- _Problem details_
Ignoring the pictures, copy the data exactly.

____

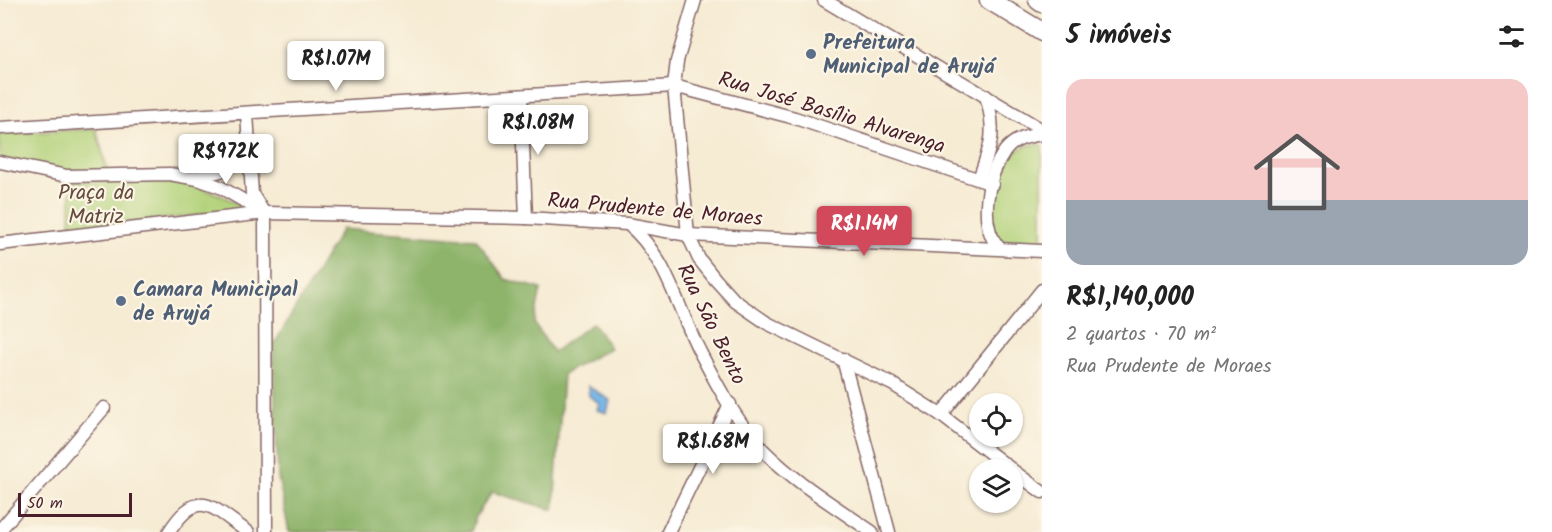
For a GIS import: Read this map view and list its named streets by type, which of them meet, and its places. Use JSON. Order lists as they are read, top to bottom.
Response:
{
  "streets": {
    "street": ["Rua José Basílio Alvarenga", "Rua Prudente de Moraes", "Rua São Bento"]
  },
  "crossings": [
    ["Rua Prudente de Moraes", "Rua São Bento"]
  ],
  "parks": ["Praça da Matriz"],
  "places": ["Prefeitura Municipal de Arujá", "Camara Municipal de Arujá"],
  "scale_bar": "50 m",
  "page": {
    "heading": "5 imóveis",
    "price": [
      "R$1.07M",
      "R$1.08M",
      "R$972K",
      "R$1.14M",
      "R$1.68M"
    ],
    "list": [
      {
        "name": "R$1,140,000",
        "note": "2 quartos · 70 m² · Rua Prudente de Moraes"
      }
    ],
    "scale": "50 m"
  }
}
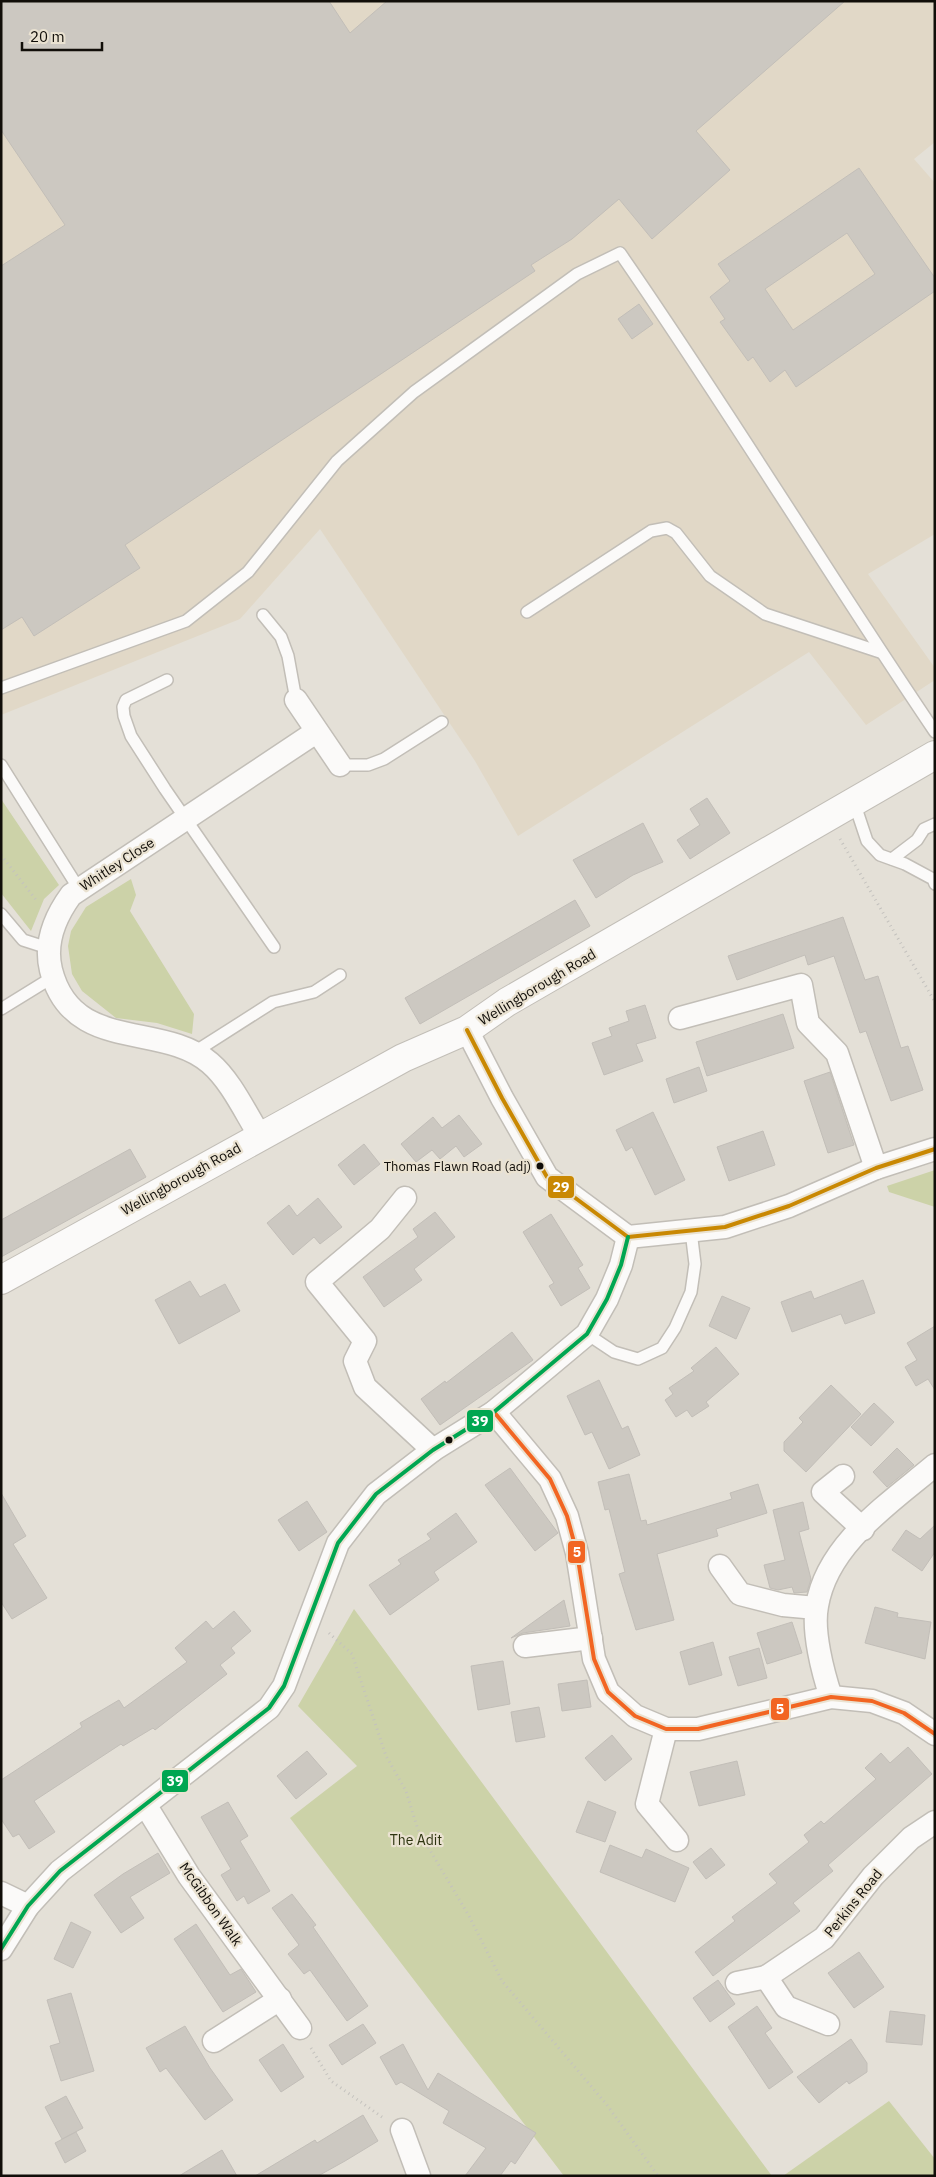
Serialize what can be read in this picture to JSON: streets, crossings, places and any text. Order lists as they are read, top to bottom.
{
  "streets": {
    "main road": ["Wellingborough Road"],
    "street": ["Whitley Close", "Perkins Road", "McGibbon Walk"]
  },
  "crossings": [
    ["Whitley Close", "Wellingborough Road"]
  ],
  "parks": ["The Adit"],
  "places": ["Thomas Flawn Road (adj)"],
  "lines": ["transit line 29", "transit line 39", "transit line 5"],
  "scale_bar": "20 m"
}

____

- _Task response_
For a GIS import: Read this map view and list its named streets by type, which of them meet, and its places. Use JSON. Order lists as they are read, top to bottom.
Response:
{
  "streets": {
    "street": ["Rua José Basílio Alvarenga", "Rua Prudente de Moraes", "Rua São Bento"]
  },
  "crossings": [
    ["Rua Prudente de Moraes", "Rua São Bento"]
  ],
  "parks": ["Praça da Matriz"],
  "places": ["Prefeitura Municipal de Arujá", "Camara Municipal de Arujá"],
  "scale_bar": "50 m",
  "page": {
    "heading": "5 imóveis",
    "price": [
      "R$1.07M",
      "R$1.08M",
      "R$972K",
      "R$1.14M",
      "R$1.68M"
    ],
    "list": [
      {
        "name": "R$1,140,000",
        "note": "2 quartos · 70 m² · Rua Prudente de Moraes"
      }
    ],
    "scale": "50 m"
  }
}
Serialize what can be read in this picture to JSON: streets, crossings, places and any text. Order lists as they are read, top to bottom.
{
  "streets": {
    "main road": ["Wellingborough Road"],
    "street": ["Whitley Close", "Perkins Road", "McGibbon Walk"]
  },
  "crossings": [
    ["Whitley Close", "Wellingborough Road"]
  ],
  "parks": ["The Adit"],
  "places": ["Thomas Flawn Road (adj)"],
  "lines": ["transit line 29", "transit line 39", "transit line 5"],
  "scale_bar": "20 m"
}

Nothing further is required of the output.